- **Your task**:
Find every line below where the string "controls" shows up, and copy those lines.

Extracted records
◆ ◆ ◆ ◆ ◆ ◆ ◆

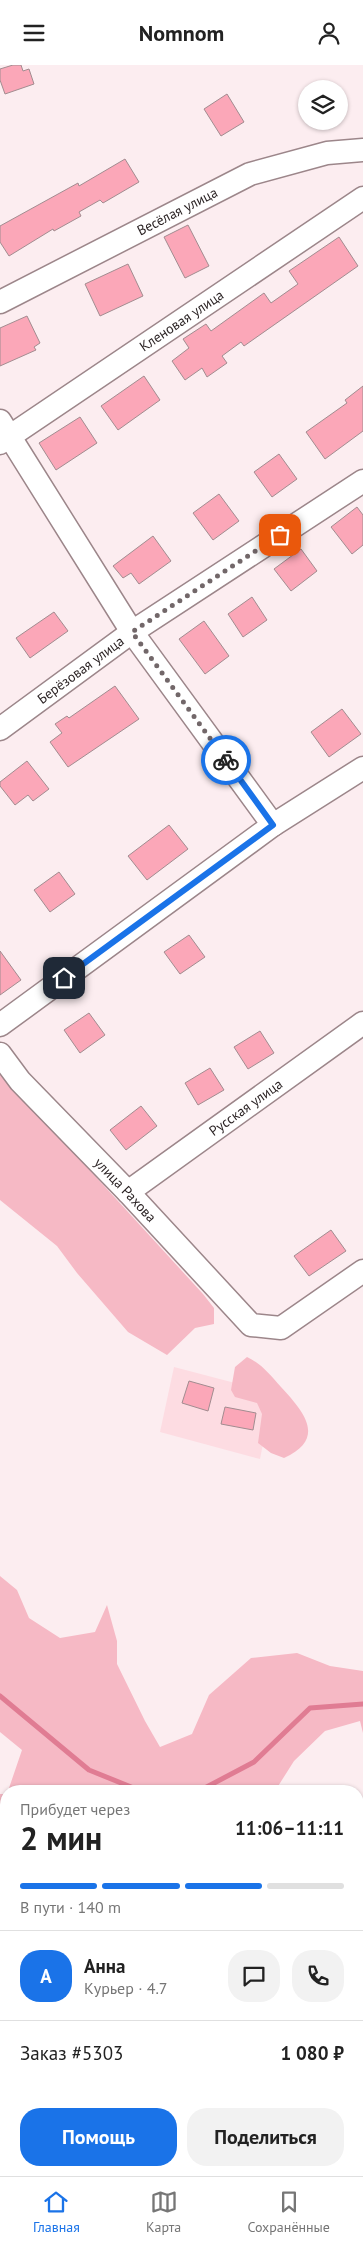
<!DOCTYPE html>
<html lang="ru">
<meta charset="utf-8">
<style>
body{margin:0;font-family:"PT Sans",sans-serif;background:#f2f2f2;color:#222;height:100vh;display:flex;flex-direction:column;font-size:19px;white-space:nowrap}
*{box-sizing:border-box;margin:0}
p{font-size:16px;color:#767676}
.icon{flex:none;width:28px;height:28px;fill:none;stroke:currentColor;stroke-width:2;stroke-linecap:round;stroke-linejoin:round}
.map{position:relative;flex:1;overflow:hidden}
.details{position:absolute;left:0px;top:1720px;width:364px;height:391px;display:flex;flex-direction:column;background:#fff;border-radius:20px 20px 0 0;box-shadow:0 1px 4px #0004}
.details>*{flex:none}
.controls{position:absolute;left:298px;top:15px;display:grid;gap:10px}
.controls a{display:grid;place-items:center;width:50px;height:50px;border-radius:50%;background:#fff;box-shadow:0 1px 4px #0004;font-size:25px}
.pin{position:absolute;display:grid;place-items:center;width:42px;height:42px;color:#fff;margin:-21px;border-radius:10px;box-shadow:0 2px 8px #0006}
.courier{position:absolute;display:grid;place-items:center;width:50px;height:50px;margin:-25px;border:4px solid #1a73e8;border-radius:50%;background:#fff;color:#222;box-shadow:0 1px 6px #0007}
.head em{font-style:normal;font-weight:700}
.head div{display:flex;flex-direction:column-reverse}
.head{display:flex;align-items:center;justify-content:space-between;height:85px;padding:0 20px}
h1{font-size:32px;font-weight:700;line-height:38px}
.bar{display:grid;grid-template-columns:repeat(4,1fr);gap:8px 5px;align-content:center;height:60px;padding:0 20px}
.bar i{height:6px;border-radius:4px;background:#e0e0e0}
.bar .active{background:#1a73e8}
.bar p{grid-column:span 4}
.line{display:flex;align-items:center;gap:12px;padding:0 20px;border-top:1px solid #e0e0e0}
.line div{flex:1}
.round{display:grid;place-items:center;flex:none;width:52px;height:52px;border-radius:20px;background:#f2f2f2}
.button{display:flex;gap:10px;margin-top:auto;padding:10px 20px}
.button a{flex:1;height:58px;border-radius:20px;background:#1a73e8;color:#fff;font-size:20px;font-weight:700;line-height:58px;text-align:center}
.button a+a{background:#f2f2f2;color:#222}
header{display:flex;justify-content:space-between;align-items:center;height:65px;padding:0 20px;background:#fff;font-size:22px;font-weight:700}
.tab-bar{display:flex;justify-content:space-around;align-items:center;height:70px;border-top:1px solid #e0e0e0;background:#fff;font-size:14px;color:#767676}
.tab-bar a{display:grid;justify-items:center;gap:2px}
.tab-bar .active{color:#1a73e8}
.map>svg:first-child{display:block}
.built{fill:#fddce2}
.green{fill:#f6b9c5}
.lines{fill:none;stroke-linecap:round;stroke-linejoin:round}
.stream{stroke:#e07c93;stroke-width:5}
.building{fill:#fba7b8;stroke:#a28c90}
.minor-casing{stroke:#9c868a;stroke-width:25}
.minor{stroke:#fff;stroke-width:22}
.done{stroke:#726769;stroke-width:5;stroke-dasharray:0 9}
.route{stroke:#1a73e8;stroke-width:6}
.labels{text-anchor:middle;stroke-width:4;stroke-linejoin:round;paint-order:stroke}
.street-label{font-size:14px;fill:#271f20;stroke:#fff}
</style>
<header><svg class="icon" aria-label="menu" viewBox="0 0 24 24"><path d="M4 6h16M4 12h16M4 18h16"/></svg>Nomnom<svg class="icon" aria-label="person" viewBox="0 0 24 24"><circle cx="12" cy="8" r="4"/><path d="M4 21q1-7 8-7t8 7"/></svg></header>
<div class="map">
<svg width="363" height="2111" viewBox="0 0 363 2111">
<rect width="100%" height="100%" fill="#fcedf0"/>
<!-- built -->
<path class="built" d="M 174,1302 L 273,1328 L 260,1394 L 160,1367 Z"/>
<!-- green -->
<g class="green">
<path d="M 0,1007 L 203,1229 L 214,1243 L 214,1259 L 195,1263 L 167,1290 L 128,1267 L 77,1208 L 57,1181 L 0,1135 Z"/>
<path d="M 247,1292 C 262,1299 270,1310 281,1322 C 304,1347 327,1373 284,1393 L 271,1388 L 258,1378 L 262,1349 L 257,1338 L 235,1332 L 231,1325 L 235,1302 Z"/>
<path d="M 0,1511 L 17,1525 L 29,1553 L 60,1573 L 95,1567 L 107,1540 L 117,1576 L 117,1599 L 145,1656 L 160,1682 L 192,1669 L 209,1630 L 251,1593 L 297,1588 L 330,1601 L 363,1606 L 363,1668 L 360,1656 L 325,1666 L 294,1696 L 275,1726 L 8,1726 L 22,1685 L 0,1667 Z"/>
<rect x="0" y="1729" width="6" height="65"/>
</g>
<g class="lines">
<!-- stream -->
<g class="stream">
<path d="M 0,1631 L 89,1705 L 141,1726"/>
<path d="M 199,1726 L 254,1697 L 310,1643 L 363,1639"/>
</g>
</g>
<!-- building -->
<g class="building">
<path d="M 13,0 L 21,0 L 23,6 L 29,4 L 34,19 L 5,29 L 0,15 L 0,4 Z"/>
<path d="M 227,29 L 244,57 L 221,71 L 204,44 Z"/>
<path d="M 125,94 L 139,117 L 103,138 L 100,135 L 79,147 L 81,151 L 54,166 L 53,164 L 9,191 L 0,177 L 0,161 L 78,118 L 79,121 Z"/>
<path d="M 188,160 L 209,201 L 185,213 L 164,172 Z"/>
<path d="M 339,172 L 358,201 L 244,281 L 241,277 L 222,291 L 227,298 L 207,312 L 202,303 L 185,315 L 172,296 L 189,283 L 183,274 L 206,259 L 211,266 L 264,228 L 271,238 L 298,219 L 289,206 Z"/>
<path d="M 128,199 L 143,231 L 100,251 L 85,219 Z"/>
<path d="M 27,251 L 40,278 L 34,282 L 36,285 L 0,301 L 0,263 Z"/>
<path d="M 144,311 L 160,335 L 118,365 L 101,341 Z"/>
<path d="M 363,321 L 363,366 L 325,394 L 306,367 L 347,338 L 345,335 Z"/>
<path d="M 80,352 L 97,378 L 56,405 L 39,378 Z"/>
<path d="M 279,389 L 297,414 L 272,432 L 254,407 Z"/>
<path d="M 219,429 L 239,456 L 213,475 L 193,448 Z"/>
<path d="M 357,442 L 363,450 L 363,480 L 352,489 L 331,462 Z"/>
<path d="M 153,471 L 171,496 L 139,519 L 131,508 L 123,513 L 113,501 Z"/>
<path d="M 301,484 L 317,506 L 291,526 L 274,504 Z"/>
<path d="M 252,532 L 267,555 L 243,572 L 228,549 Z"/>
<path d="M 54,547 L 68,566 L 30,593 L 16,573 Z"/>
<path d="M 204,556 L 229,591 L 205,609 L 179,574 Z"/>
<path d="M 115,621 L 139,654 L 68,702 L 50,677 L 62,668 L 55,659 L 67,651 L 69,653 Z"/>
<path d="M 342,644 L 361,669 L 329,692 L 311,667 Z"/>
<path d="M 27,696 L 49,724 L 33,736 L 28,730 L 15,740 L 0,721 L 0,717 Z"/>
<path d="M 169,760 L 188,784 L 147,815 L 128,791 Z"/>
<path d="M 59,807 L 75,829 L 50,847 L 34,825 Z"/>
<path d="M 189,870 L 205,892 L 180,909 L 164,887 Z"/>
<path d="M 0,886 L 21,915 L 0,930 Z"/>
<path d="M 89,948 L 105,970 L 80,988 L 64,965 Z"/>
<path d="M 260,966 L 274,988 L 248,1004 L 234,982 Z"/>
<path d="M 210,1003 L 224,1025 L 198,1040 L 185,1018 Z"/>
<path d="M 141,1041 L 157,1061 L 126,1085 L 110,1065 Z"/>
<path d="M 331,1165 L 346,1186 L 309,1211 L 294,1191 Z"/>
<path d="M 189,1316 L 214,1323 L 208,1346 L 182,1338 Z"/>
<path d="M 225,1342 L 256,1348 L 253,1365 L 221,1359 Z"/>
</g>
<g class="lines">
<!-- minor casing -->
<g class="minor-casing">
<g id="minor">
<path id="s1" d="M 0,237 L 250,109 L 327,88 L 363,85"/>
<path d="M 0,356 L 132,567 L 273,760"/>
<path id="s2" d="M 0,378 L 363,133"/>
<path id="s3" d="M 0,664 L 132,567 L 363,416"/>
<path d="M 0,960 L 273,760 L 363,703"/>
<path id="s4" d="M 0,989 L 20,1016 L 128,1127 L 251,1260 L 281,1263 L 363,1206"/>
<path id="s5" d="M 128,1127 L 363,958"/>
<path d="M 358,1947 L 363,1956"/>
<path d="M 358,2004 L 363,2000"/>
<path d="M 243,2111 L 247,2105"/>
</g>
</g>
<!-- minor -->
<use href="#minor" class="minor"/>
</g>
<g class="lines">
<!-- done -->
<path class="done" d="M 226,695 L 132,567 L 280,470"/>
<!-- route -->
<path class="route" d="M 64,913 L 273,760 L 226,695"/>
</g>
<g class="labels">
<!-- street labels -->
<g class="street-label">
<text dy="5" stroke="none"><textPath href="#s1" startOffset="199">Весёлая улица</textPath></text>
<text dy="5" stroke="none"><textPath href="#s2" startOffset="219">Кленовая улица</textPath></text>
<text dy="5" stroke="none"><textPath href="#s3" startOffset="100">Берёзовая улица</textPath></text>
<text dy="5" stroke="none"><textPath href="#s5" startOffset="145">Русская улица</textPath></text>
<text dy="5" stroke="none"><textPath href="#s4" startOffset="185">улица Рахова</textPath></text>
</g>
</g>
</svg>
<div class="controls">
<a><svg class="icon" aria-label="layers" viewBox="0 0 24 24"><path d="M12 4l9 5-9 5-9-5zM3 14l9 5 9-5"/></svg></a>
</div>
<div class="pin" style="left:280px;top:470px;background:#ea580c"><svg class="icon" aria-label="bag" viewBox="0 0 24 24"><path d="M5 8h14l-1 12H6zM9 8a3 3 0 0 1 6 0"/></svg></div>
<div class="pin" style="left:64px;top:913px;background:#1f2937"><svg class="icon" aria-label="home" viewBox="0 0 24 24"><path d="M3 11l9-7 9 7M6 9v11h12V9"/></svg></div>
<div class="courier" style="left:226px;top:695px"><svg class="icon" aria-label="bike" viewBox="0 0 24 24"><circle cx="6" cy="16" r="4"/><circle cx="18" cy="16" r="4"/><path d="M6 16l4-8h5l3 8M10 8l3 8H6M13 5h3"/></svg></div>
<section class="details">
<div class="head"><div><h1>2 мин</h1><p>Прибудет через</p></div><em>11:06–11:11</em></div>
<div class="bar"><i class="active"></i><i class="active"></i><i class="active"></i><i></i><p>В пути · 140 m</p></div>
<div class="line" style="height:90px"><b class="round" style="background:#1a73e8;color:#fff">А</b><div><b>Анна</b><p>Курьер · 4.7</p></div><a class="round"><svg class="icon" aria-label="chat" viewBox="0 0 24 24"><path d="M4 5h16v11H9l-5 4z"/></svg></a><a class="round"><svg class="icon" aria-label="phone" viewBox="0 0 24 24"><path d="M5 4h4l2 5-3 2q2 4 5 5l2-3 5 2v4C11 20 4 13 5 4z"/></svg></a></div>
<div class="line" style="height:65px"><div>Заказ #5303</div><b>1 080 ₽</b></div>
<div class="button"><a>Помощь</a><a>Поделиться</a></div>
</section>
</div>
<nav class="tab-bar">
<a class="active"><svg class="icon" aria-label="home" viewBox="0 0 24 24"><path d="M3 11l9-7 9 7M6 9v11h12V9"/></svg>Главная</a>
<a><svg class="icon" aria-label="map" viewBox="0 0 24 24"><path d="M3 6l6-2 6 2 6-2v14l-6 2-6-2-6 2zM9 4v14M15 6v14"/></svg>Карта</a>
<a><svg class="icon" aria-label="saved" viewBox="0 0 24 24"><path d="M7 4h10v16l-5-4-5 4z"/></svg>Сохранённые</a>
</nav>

◆ ◆ ◆ ◆ ◆ ◆ ◆

- **Written solution**:
.controls{position:absolute;left:298px;top:15px;display:grid;gap:10px}
.controls a{display:grid;place-items:center;width:50px;height:50px;border-radius:50%;background:#fff;box-shadow:0 1px 4px #0004;font-size:25px}
<div class="controls">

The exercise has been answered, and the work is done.